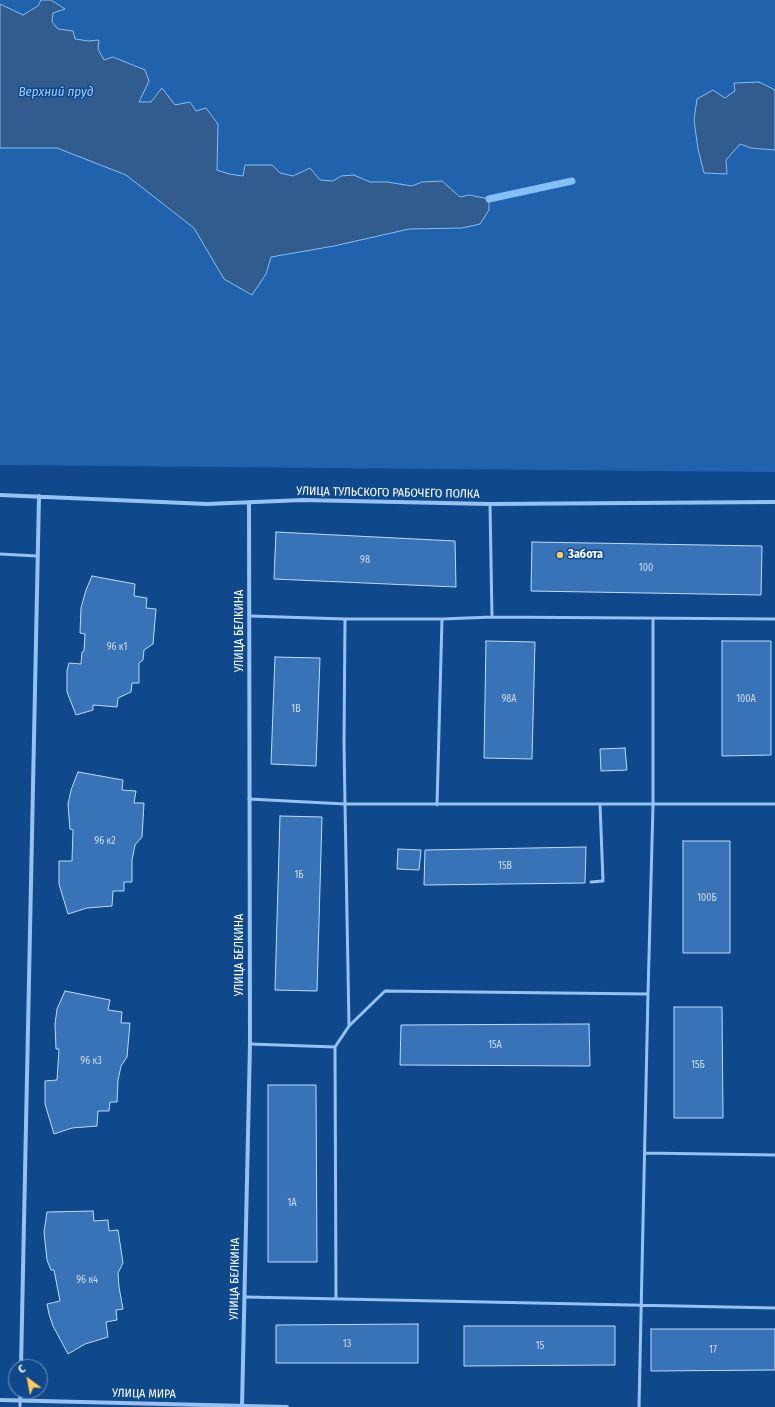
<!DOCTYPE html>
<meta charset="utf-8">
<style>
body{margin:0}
#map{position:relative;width:775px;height:1407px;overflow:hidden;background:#0f498c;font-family:"Fira Sans Condensed",sans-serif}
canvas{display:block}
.north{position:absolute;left:8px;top:1359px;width:40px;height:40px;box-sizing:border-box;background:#0f498c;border:1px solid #6f92ba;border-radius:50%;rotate:328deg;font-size:11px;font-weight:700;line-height:16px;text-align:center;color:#fff}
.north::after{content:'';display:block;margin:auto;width:14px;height:18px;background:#ffca57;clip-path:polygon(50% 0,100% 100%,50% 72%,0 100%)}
</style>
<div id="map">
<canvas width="775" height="1407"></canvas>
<div class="north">С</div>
</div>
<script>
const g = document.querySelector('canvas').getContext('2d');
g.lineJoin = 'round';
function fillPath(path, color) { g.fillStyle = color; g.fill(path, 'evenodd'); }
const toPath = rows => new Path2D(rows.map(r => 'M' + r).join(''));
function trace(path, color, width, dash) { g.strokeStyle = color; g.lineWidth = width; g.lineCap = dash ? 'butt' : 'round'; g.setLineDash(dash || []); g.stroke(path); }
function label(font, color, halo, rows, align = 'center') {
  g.font = font + ' "Fira Sans Condensed",sans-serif'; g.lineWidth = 3; g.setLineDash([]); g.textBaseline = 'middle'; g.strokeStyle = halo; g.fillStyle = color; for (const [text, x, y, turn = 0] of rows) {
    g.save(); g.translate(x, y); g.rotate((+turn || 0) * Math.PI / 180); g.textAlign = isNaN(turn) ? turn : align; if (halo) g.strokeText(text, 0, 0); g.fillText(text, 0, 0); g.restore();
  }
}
const green = toPath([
 [0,0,775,0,775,472,0,465]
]);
const water = toPath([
 [41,0,51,0,65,9,53,13,52,22,58,29,73,31,75,39,89,41,99,40,98,49,104,60,113,57,145,70,149,81,139,102,151,102,162,88,175,105,190,102,196,111,206,108,218,124,217,170,229,174,243,176,245,165,272,165,280,173,293,176,310,168,320,180,333,181,341,176,354,175,370,182,387,182,412,186,422,182,442,181,460,197,469,195,489,199,489,210,480,224,462,228,409,229,334,246,271,257,266,274,252,295,224,279,194,228,126,175,57,148,0,148,0,4,23,15,38,6,41,0],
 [759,82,775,90,775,150,751,148,740,144,726,160,727,174,704,173,698,149,694,120,697,99,713,90,725,98,735,91,734,83,759,82]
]);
const stream = toPath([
 [489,199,572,181]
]);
const building = toPath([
 [276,532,455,541,456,587,274,579,276,532],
 [532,542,762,546,761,595,531,591,532,542],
 [92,576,135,584,134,596,147,598,146,608,156,609,153,644,144,650,143,660,139,663,139,683,132,683,131,692,118,698,117,707,93,705,93,710,76,715,67,692,67,671,69,663,81,664,82,652,84,651,85,634,80,633,81,608,86,590,92,576],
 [486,641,535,642,532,759,484,758,486,641],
 [722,641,771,641,771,755,722,756,722,641],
 [275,657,320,658,316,766,271,764,275,657],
 [625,748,627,770,601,771,600,749,625,748],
 [78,772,123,780,122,790,136,791,134,803,144,803,142,837,135,845,132,860,132,882,124,882,124,891,113,891,112,906,87,908,68,914,59,884,59,861,72,861,73,830,70,829,68,804,71,790,78,772],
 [280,816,322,817,317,991,275,990,280,816],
 [683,841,730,841,730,953,683,953,683,841],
 [586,847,585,883,424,885,425,850,586,847],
 [398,849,421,850,419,870,397,869,398,849],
 [65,991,110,1000,108,1010,122,1012,121,1023,130,1023,127,1057,121,1066,118,1080,117,1102,110,1102,109,1111,98,1111,97,1126,72,1128,54,1134,45,1104,45,1081,57,1080,59,1049,56,1049,55,1024,57,1009,65,991],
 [674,1007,722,1007,723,1118,674,1118,674,1007],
 [589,1024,590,1066,400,1065,401,1025,589,1024],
 [268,1085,316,1085,317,1262,268,1262,268,1085],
 [93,1211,94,1221,108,1220,109,1231,118,1230,123,1263,118,1273,119,1287,123,1309,116,1310,117,1320,106,1322,108,1337,85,1344,68,1354,53,1326,49,1314,47,1304,60,1301,54,1270,51,1270,47,1260,44,1232,47,1212,93,1211],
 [418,1324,418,1363,276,1363,276,1325,418,1324],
 [464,1326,615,1326,615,1365,464,1366,464,1326],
 [651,1329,775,1329,775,1370,651,1371,651,1329]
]);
const service = toPath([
 [0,554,37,556],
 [250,616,345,619,344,743,345,804,775,804],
 [492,617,775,619],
 [345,619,442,619,437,805],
 [442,619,492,617,490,504],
 [249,799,345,804,349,1026,335,1047],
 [591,882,603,881,600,804],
 [648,994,653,805,653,620],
 [349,1026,385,991,648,994,639,1407],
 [250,1044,335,1047,336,1299],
 [645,1153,775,1155],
 [245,1297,775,1308],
 [20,1407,20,1400]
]);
const minor = toPath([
 [0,495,207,504,303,500,490,504,775,502],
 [21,1367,39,496],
 [0,1400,287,1407],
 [20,1400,21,1391],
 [242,1407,250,1044,249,503]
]);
const markers = [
 [560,555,4,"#ffca57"]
];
const numberNames = [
 ["98",365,560],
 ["100",646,568],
 ["96 к1",117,647],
 ["98А",509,699],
 ["100А",746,699],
 ["1В",296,709],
 ["96 к2",105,841],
 ["15В",505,866],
 ["1Б",299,875],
 ["100Б",707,898],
 ["15А",495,1045],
 ["96 к3",91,1061],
 ["15Б",698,1065],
 ["1А",292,1203],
 ["96 к4",87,1280],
 ["13",347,1344],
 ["15",540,1346],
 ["17",713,1350]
];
const streetNames = [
 ["УЛИЦА ТУЛЬСКОГО РАБОЧЕГО ПОЛКА",388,493,1],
 ["УЛИЦА БЕЛКИНА",240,631,-90],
 ["УЛИЦА БЕЛКИНА",240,955,-90],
 ["УЛИЦА БЕЛКИНА",235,1279,-89],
 ["УЛИЦА МИРА",144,1394,1]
];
const poiNames = [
 ["Забота",568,555]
];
const waterNames = [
 ["Верхний пруд",56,92]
];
fillPath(green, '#2063ac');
fillPath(water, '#315c8d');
trace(water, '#86bef7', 1);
trace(stream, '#86bef7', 7);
fillPath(building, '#3773b6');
trace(building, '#bcdcfe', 1);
trace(service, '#95c2f3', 3);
trace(minor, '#95c2f3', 4);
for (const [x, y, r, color] of markers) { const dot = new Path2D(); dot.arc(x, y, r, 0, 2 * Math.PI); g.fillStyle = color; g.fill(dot); trace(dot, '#0f498c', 1.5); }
label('10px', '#cddced', null, numberNames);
label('12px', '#fff', '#0f498c', streetNames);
label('bold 12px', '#fff', '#0f498c', poiNames, 'left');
label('italic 13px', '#a1ccfa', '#0f498c', waterNames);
</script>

__________________________________________________

ABOUT THIS TASK:
In the listing, find every line with the word "strokeStyle" and return it.

COMPLETED EXERCISE:
function trace(path, color, width, dash) { g.strokeStyle = color; g.lineWidth = width; g.lineCap = dash ? 'butt' : 'round'; g.setLineDash(dash || []); g.stroke(path); }
  g.font = font + ' "Fira Sans Condensed",sans-serif'; g.lineWidth = 3; g.setLineDash([]); g.textBaseline = 'middle'; g.strokeStyle = halo; g.fillStyle = color; for (const [text, x, y, turn = 0] of rows) {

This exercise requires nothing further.